> [What this task involves]:
Each line that contains the word "rows" is to be copied from the records below.
Start of Block
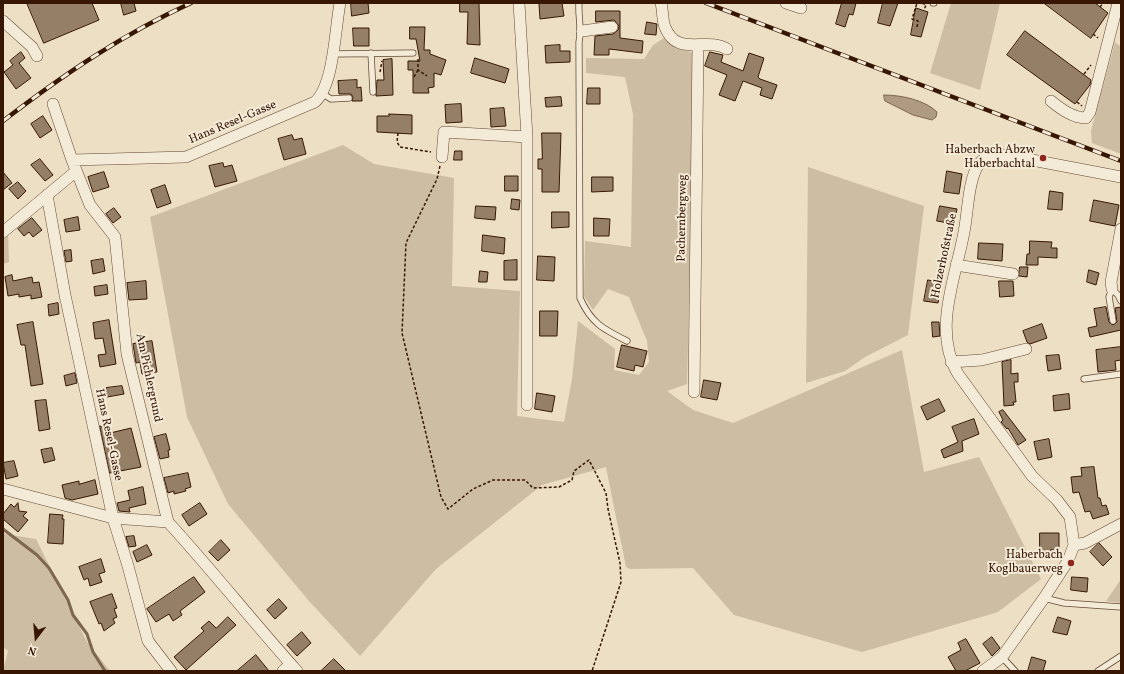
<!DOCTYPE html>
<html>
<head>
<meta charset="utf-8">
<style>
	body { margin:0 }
	#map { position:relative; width:1124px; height:674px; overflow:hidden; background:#ecdfc3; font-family:Vollkorn,serif }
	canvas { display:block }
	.frame { position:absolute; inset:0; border:4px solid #371704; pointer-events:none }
	.north { position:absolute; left:16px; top:618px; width:40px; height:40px; -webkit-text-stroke:3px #f3ead8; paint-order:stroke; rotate:196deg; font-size:11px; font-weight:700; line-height:16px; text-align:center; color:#371704 }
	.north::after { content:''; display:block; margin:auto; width:14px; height:18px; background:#371704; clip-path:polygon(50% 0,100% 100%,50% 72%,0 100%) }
</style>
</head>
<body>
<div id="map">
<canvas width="1124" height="674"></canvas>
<div class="frame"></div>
<div class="north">N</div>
</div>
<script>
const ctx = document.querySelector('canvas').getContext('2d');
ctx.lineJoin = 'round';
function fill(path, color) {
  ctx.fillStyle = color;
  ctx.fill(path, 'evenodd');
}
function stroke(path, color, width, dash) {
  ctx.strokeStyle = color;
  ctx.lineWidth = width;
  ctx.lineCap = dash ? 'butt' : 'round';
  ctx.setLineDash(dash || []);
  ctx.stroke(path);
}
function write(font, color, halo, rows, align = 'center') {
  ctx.font = font + ' Vollkorn,serif';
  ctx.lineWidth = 4;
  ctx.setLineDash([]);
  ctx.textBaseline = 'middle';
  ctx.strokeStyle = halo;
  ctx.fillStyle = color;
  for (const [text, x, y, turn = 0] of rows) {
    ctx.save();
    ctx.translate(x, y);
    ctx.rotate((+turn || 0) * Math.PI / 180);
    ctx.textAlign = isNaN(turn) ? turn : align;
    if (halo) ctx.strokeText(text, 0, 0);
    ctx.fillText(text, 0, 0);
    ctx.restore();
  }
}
fill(new Path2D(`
	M951 3H1000L980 90 930 73Z
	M664 38 675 48 695 53 687 384 667 391 693 410 733 423 902 350 924 472 979 457 1041 579 998 612 862 652 734 615 693 568 630 569 626 567 606 467 542 485 436 569 360 656 309 601 228 504 187 417 150 217 343 145 374 164 454 178 452 286 520 291 517 416 564 422 572 379 578 321 615 349 614 370 639 375 649 362 647 341 629 297 608 289 593 310 584 296 585 241 631 247 633 114 625 77 586 73V58L644 59 653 45Z
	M1115 42 1121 47V154L1092 143 1091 131Z
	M808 167 924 206 908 335 865 357 845 371 806 383Z
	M8 231 9 262 3 264V235Z
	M3 532 5 534 36 539 87 642 110 671H3L8 651 3 647Z
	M1121 579V603L1106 601Z`), '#cdbda3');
const water = new Path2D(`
	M884 95C901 95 925 100 937 112L936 117 932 120 913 115 885 101Z`);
fill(water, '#ae9b82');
stroke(water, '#7e6650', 1);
stroke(new Path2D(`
	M3 529 37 555 49 568 68 600 73 615 87 634 93 652 105 671`), '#7e6650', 3);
const building = new Path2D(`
	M27 3H92L99 20 44 43Z
	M121 3H134L136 11 124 15Z
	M351 3H368L369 13 352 16Z
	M460 3H479L480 45 467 44 468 12H460Z
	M562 3 564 16 540 19 539 4Z
	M842 3H856L853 15 849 14 845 27 836 24Z
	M883 3H898L890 26 878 23Z
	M1044 3H1095L1108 13 1091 38Z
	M916 8 928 12 921 37 911 35Z
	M596 11H620V38L643 41 642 53 609 49V55H594L595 36 613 34 618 30 619 26 614 20 596 22Z
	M647 22 657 24 656 35 645 34Z
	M410 27H425L424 50H430V54L446 60 441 75 434 73V87L428 88 429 93H413V70H408V61H420L416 39H410Z
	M353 28H369V46H354Z
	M1025 31 1091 80 1090 85 1075 104 1007 55Z
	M560 45V51H570V62L546 63 545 46Z
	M21 52 25 58 19 63 31 78 16 89 4 72 13 65 10 61Z
	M710 52 723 55 721 62 743 71 749 53 764 58 758 77 760 79 777 85 772 99 760 95 762 88 743 81 735 101 719 95 727 75 705 66Z
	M475 58 509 69 505 83 471 73Z
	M392 59 393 95 376 96 377 80H384L383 60Z
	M357 80V88L361 87 362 101H352L353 97 351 94H339L338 81Z
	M588 88H600V104H587Z
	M561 97 562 106 546 107 545 98Z
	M461 104 462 122 446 123 445 105Z
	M504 108 506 126 491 127 490 109Z
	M389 114 412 115V134L377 132V116H389Z
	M43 116 52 130 40 138 31 124Z
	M542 133H561L559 192H542V169H538V159H542Z
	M292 135 294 140 302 138 306 154 284 160 278 139Z
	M455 151H462V160H454Z
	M40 159 53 175 45 181 31 165Z
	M223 163 224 167 232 165 237 181 215 187 209 166Z
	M947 171 962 174 959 194 944 192Z
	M3 172 12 183 3 190Z
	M104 172 109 187 93 192 88 177Z
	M505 176H518V191H505Z
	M592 177H613V191L592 192Z
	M18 182 26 191 18 199 9 189Z
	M165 185 171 203 157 208 151 190Z
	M1050 191 1063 193 1062 210 1048 209Z
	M512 199 520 200 519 210 511 209Z
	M1094 200 1119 205 1115 226 1090 221Z
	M476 206 496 207 495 220 475 218Z
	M940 206 957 209 954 224 937 221Z
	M114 208 121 217 113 223 106 214Z
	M552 212H569V227L552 228Z
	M78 217 80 230 66 232 64 220Z
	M32 218 42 230 33 237 29 232 24 236 18 229Z
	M594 218 610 219 609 236H594Z
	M483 235 505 238 504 254 482 251Z
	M1030 241 1052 242 1051 248H1057V258L1038 257V265H1026L1027 254H1029Z
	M979 243 1003 244 1002 261 978 259Z
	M71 250 72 261 66 262 64 251Z
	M538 256 555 257 554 281 537 280Z
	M103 259 105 271 93 274 91 261Z
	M517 260V280H504V261Z
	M1020 267H1028L1027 277 1019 276Z
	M1089 270 1099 273 1096 285 1087 282Z
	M480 271 488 272 487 282H479Z
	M12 275 13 281 32 277 33 283 39 282 42 297 31 299V295L19 297V294L8 296 5 277Z
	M928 280 942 283 938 303 924 301Z
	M146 281 147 299 129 300 127 283Z
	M999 281H1013L1014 296 1000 297Z
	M107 285 108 294 95 296 94 287Z
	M58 303 59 314 49 316 48 305Z
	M1106 307 1109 322 1113 325 1117 322 1115 308 1121 307V330L1090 337 1088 328 1097 326 1094 309Z
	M540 311H558L557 336H540Z
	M109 320 116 364 100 367 98 355 106 354 103 338 95 339 93 323Z
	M33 322 43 384 31 386 25 345H21L17 325Z
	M932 322H939L940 336 933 337Z
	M1042 324 1047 338 1030 344 1027 342 1023 331Z
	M152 341 157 372 142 374 140 362 136 363 133 344Z
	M622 345 647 351 643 367 635 365 634 371 617 367Z
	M1121 347V360L1115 361 1116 370 1098 372 1096 350Z
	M1059 355 1061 369 1048 371 1046 356Z
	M1011 360V374L1018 373V382H1014L1016 402H1013L1014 405 1004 406 1002 362Z
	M75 373 77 383 66 386 64 376Z
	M704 380 721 383 717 400 701 397Z
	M122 386 124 394 107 397 106 388Z
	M537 393 555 396 552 412 535 409Z
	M1069 394 1070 409 1054 411 1053 396Z
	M939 399 945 411 927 420 921 407Z
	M46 400 50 429 39 431 35 401Z
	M1003 410 1026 440 1018 445 1008 428 1007 429 1001 422 1003 420 999 412Z
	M974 419 979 434 962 441 963 451 944 458 941 450 958 442 952 427Z
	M100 426 106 429V434L131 428 141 467 110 473Z
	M166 434 170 450H168L169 457 160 459 154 437Z
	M1049 439 1052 457 1038 460 1034 442Z
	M52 448 55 460 44 463 41 450Z
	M14 461 18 476 6 479 3 463Z
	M1094 467 1098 498H1100L1102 506 1106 505 1109 514 1093 519 1090 511 1085 512 1079 492 1073 493 1071 477 1082 476 1081 468Z
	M188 473 191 487 185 489 186 491 174 494V491L168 493 164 478Z
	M95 480 98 494 72 500 65 498 62 485 79 481V484Z
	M143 487 146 504 129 508 130 512 119 511 117 503 130 500 128 491Z
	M18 503 19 511 27 512 23 516 28 520 18 532 3 519V514L11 504 14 507Z
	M200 503 207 514 189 526 182 515Z
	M50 514 63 515 62 519H64L63 544 48 543Z
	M1040 533H1059V550H1050V557H1040Z
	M134 536 136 546 129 547 126 537Z
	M221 540 230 550 218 561 209 552Z
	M1099 543 1112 557 1103 566 1090 552Z
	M147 545 152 555 137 562 133 552Z
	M101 559 105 572 99 574 102 582 90 586 88 578 84 580 79 567Z
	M194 577 205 592 180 611 182 615 173 621 169 614 156 622 147 609Z
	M1072 577 1088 578 1087 592 1071 590Z
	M112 594 117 608 114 609 117 617 113 619 115 623 104 631 101 623 99 624 90 602Z
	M279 599 287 608 275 619 267 610Z
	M228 617 236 625 186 670 174 657 204 631 201 628 209 621 216 628Z
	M1058 617 1071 621 1067 635 1053 632Z
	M302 632 311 643 297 656 287 645Z
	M992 637 1000 648 992 656 983 644Z
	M966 639 980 663 965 671H956L948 657 961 650 958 643Z
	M256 655 269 671H237Z
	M1032 657 1046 661 1043 671H1028Z
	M334 659 346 671H321Z`);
fill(building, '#957f67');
stroke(building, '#371704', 1);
const service = new Path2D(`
	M579 3C578 17 582 29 579 42L580 298C591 323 603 329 627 341
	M933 3H934
	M371 53 373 92
	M332 54 413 53
	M323 94 331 99 349 98
	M1113 321 1109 297 1112 289 1118 295 1121 301
	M1084 379 1121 374
	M1044 598 1064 603 1121 607
	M1002 657 1015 671
	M1098 671 1121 656`);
const minor = new Path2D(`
	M519 3 527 137V405
	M661 3C663 10 662 20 665 27 677 58 706 36 727 49
	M786 3 801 8
	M3 21 32 47 37 56
	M582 31 612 27
	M1051 101C1061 109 1073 118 1086 118L1090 112 1118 3
	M53 104 72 160
	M442 157 444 132 527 137
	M47 195 65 295 113 518 128 566 148 641 171 671
	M3 232 75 172
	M956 265 1013 274
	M1112 289 1111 282 1121 229
	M951 362 982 360 1026 349
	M694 392 698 45
	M3 489 113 518 168 522C212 570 253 622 297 671
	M168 522 127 354 115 237 90 205 72 160 186 157 315 102C334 85 335 29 340 3
	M1074 545 1085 543 1121 524
	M283 671 291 664
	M983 671 1002 657 1044 598 1068 561 1074 545 1070 517 1057 500 1032 476 958 374C932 330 956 277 964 232 968 213 968 179 979 164 981 161 985 158 988 156L1006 155 1121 177`);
stroke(service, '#644934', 7);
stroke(minor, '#644934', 12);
stroke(new Path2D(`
	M922 3 926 5 924 10
	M1100 7 1103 3
	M917 27 918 21 912 19 917 3
	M1093 34 1098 38
	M418 59V70L427 76
	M380 72 382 61
	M1084 74 1091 65
	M414 77 418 70
	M1077 102 1082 106
	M398 133 397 142 400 147 431 152
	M440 166 437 179 406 243 402 333 441 497 448 509 473 489 493 480H525L533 488 559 487 572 480 574 471 589 460 606 493 608 509 620 563 621 582 592 671`), '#371704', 1.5, [3, 2]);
stroke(service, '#f3ead8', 5.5);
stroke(minor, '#f3ead8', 11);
const rail = new Path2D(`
	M706 3 1121 161
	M3 121C63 75 123 34 191 3`);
stroke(rail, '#371704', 4.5);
stroke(rail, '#f3ead8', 3, [9]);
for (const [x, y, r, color] of [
	[1043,158,4,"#8f2418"],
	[1071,563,4,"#8f2418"]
]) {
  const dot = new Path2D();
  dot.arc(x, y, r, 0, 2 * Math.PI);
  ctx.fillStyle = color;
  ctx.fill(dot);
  stroke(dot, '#f3ead8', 1.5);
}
write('12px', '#371704', '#f3ead8', [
	["Hans Resel-Gasse",233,123,-23],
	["Pachernbergweg",683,218,-89],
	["Holzerhofstraße",945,256,-78],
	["Am Pichlergrund",148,378,78],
	["Hans Resel-Gasse",108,435,78]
]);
write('12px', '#371704', '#f3ead8', [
	["Haberbach Abzw",1035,151],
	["Haberbachtal",1035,165],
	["Haberbach",1063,556],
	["Koglbauerweg",1063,570]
], 'right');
</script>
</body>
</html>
End of Block
> [Reply]:
function write(font, color, halo, rows, align = 'center') {
  for (const [text, x, y, turn = 0] of rows) {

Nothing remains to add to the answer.